Ce modèle de démocratie plébiscitaire reste cependant en lutte dans l’organisation de Podemos avec le modèle plus participatif, dont les défenseurs sont loin d’avoir abandonné le navire. Les primaires du parti pour les prochaines élections régionales (convoquées entre fin mars et septembre 2015) l’ont manifesté récemment, avec la victoire de nombreux partisans de la motion démocratique défaite en novembre : Pablo Echenique, le leader de cette motion, a été élu secrétaire général de Podemos en Aragon avec 75% des voix ; Teresa Rodríguez, militante d’IA et autre tête visible de ce Podemos mis en minorité en novembre, a accédé au même poste pour l’Andalousie, une région décisive car il s’agit du bastion du PSOE ; en Navarre, Laura Pérez Ruano a elle aussi été élue sur une liste soutenue par Echenique ; à Madrid, le candidat soutenu par Iglesias a certes gagné, mais avec le score très serré de 49,8% des voix contre 44,4% pour son adversaire, dont tout une partie de la liste accède au « conseil citoyen » de la région. Parmi ces nouveaux « conseillers » de Podemos-Madrid, on compte des gens comme Carmen San José, une médecin très investie dans la marée blanche qui atteste par sa présence des continuités entre les mobilisations sociales des dernières années et le parti en cours de constitution [31]. Les victoires des tendances les plus fidèles à l’esprit initial des Indignés ont eu lieu lors de votes assez techniques : ces primaires régionales impliquaient soit de voter pour une liste en bloc, soit de débloquer la liste (comme c’est arrivé dans les votes madrilènes) et de choisir soi-même ses candidats entre plusieurs dizaines d’anonymes porteurs de projets précis pour leur région. En novembre dernier, le vote qui avait permis à la motion d’Iglesias de l’emporter haut la main était beaucoup plus simple : les électeurs devaient choisir entre deux motions opposées en bloc dont l’une était menée par Iglesias. L’alternance entre voie plébiscitaire et voie participative pourrait se mettre durablement en place dans les élections internes à Podemos, selon le type de consultation plus ou moins technique à laquelle sont appelés les adhérents au mouvement.
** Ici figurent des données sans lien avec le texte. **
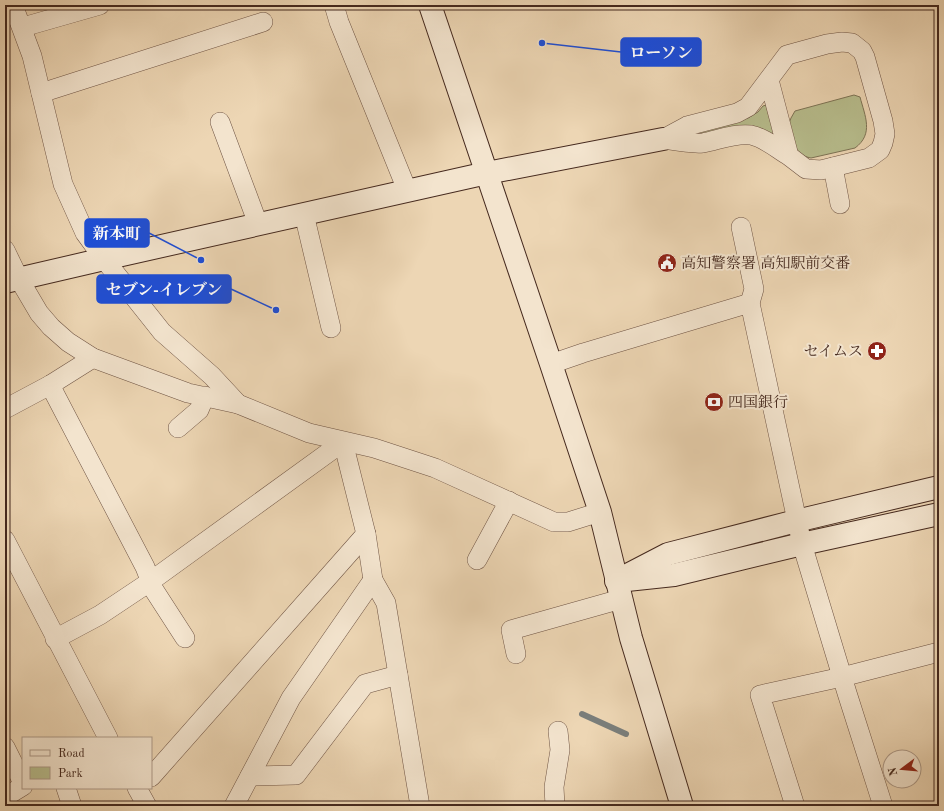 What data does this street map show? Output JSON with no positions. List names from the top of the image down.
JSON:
{
  "places": {
    "other": ["ローソン", "新本町", "セブン-イレブン"],
    "public building": ["高知警察署 高知駅前交番"],
    "pharmacy": ["セイムス"],
    "bank": ["四国銀行"]
  },
  "legend": ["Road", "Park"],
  "north": "left"
} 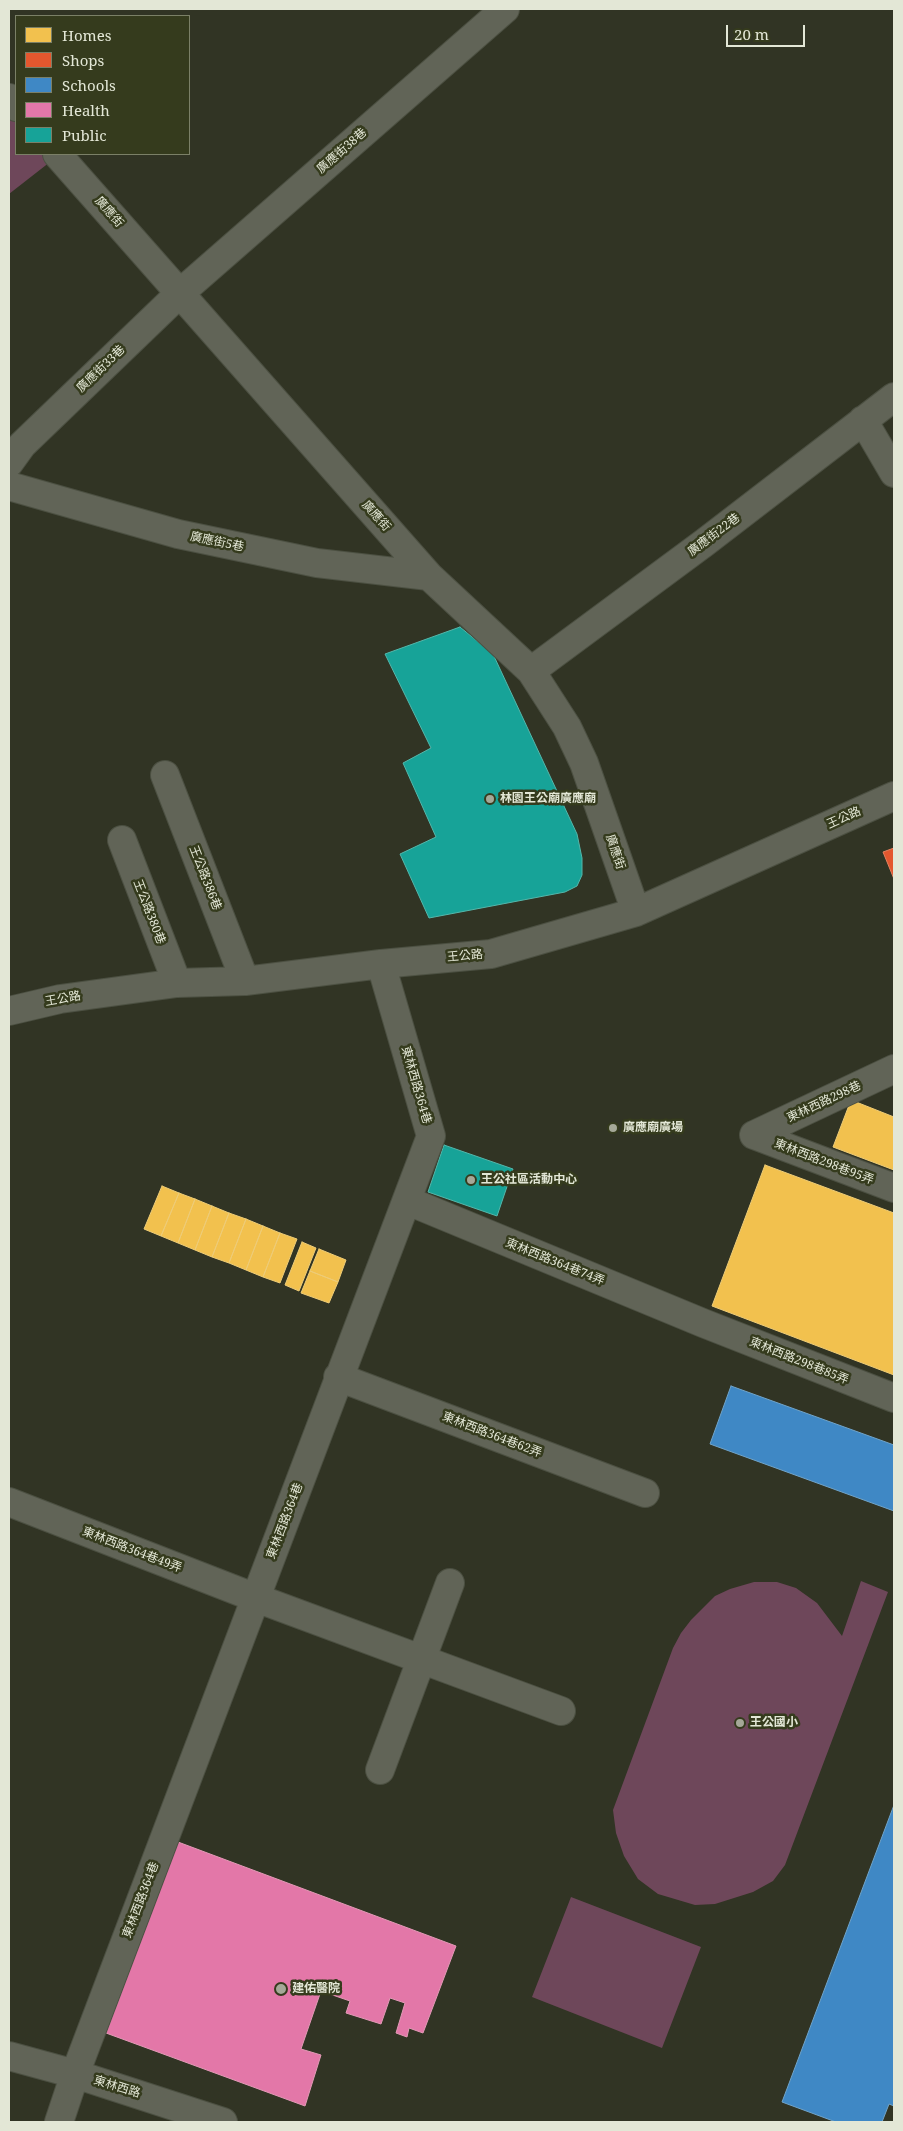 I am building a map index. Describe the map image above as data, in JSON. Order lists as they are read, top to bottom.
{
  "streets": {
    "street": [
      "廣應街38巷",
      "廣應街",
      "廣應街33巷",
      "廣應街22巷",
      "廣應街5巷",
      "王公路",
      "王公路386巷",
      "王公路380巷",
      "東林西路364巷",
      "東林西路298巷",
      "東林西路298巷95弄",
      "東林西路364巷74弄",
      "東林西路298巷85弄",
      "東林西路364巷62弄",
      "東林西路364巷49弄",
      "東林西路"
    ]
  },
  "crossings": [
    ["廣應街38巷", "廣應街"],
    ["廣應街38巷", "廣應街33巷"],
    ["廣應街", "廣應街33巷"],
    ["廣應街", "廣應街22巷"],
    ["廣應街", "廣應街5巷"],
    ["廣應街", "王公路"],
    ["王公路", "王公路386巷"],
    ["王公路", "王公路380巷"],
    ["王公路", "東林西路364巷"],
    ["東林西路364巷", "東林西路364巷74弄"],
    ["東林西路364巷", "東林西路364巷62弄"],
    ["東林西路364巷", "東林西路364巷49弄"],
    ["東林西路364巷", "東林西路"],
    ["東林西路298巷", "東林西路298巷95弄"],
    ["東林西路364巷74弄", "東林西路298巷85弄"]
  ],
  "places": [
    "林園王公廟廣應廟",
    "廣應廟廣場",
    "王公社區活動中心",
    "王公國小",
    "建佑醫院"
  ],
  "legend": [
    "Homes",
    "Shops",
    "Schools",
    "Health",
    "Public"
  ],
  "scale_bar": "20 m"
} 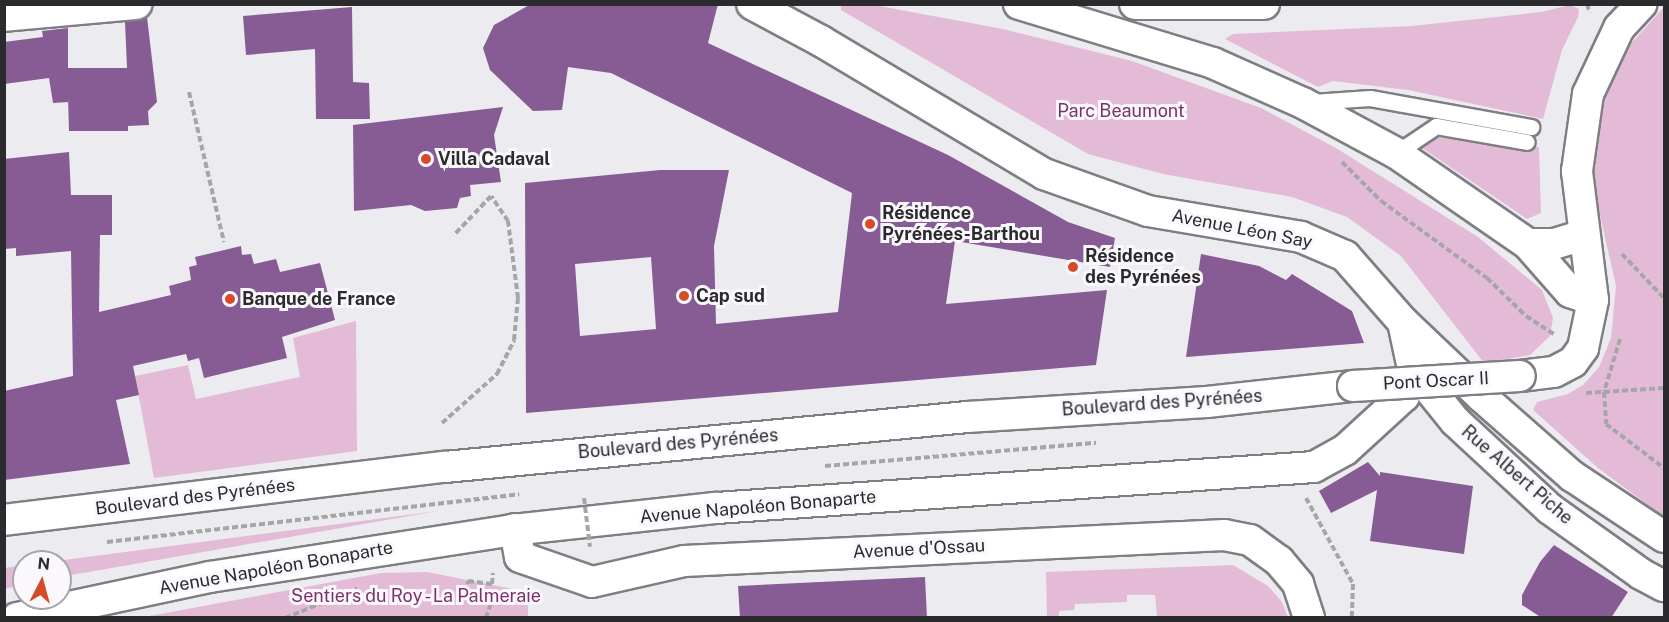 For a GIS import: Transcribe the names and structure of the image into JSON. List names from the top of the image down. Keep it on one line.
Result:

Une proche de Pablo Iglesias a récemment différencié un « Podemos qui gagne » d’un « Podemos qui proteste », une opposition très critiquée par ceux des adhérents au mouvement qui entendent continuer à protester tout en gagnant [32]. Comme l’ont manifesté les dernières élections internes àPodemos, ces derniers ne se réduisent pas à une minorité passive servant de caution « indignée » à Iglesias. Pour comprendre l’originalité de ce mouvement, il paraît nécessaire de prendre acte de cette tension persistante entre plusieurs pratiques et langages politiques : ceux d’une équipe dirigeante occupée par sa stratégie médiatique, et ceux des cercles locaux de démocratie participative dont le langage emprunte peu au lexique patriote et aux formes plébiscitaires. S’il faut reconnaître aux premiers leur contribution à l’ouverture inédite d’une fenêtre de possibles dans la politique espagnole et européenne, les seconds promettent semble-t-il une transformation plus profonde de la vie politique. Chevilles ouvrières des candidatures Podemos aux prochaines régionales, les activistes locaux sont aussi à l’initiative d’une multitude de listes participatives pour les municipales de mai 2015, hors de ce mouvement pour la plupart mais héritées comme lui des assemblées de quartier indignées et des marées sociales. L’originalité du panorama politique actuel en Espagne repose sur cette mobilisation continue et multiforme de démocrates radicaux, qui comme leurs ancêtres de la fin du XVIIIe siècle et du XIXe siècle défendent avant tout le pouvoir du peuple, par le peuple et pour le peuple. Dans le cas de Podemoscomme dans celui de Syriza, la critique du système économique européen paraît fondamentale. Par ses pratiques cependant, le mouvement espagnol met plus profondément en cause un modèle de citoyenneté de très basse intensité participative, qui génère partout en Europe des frustrations politiques profondes.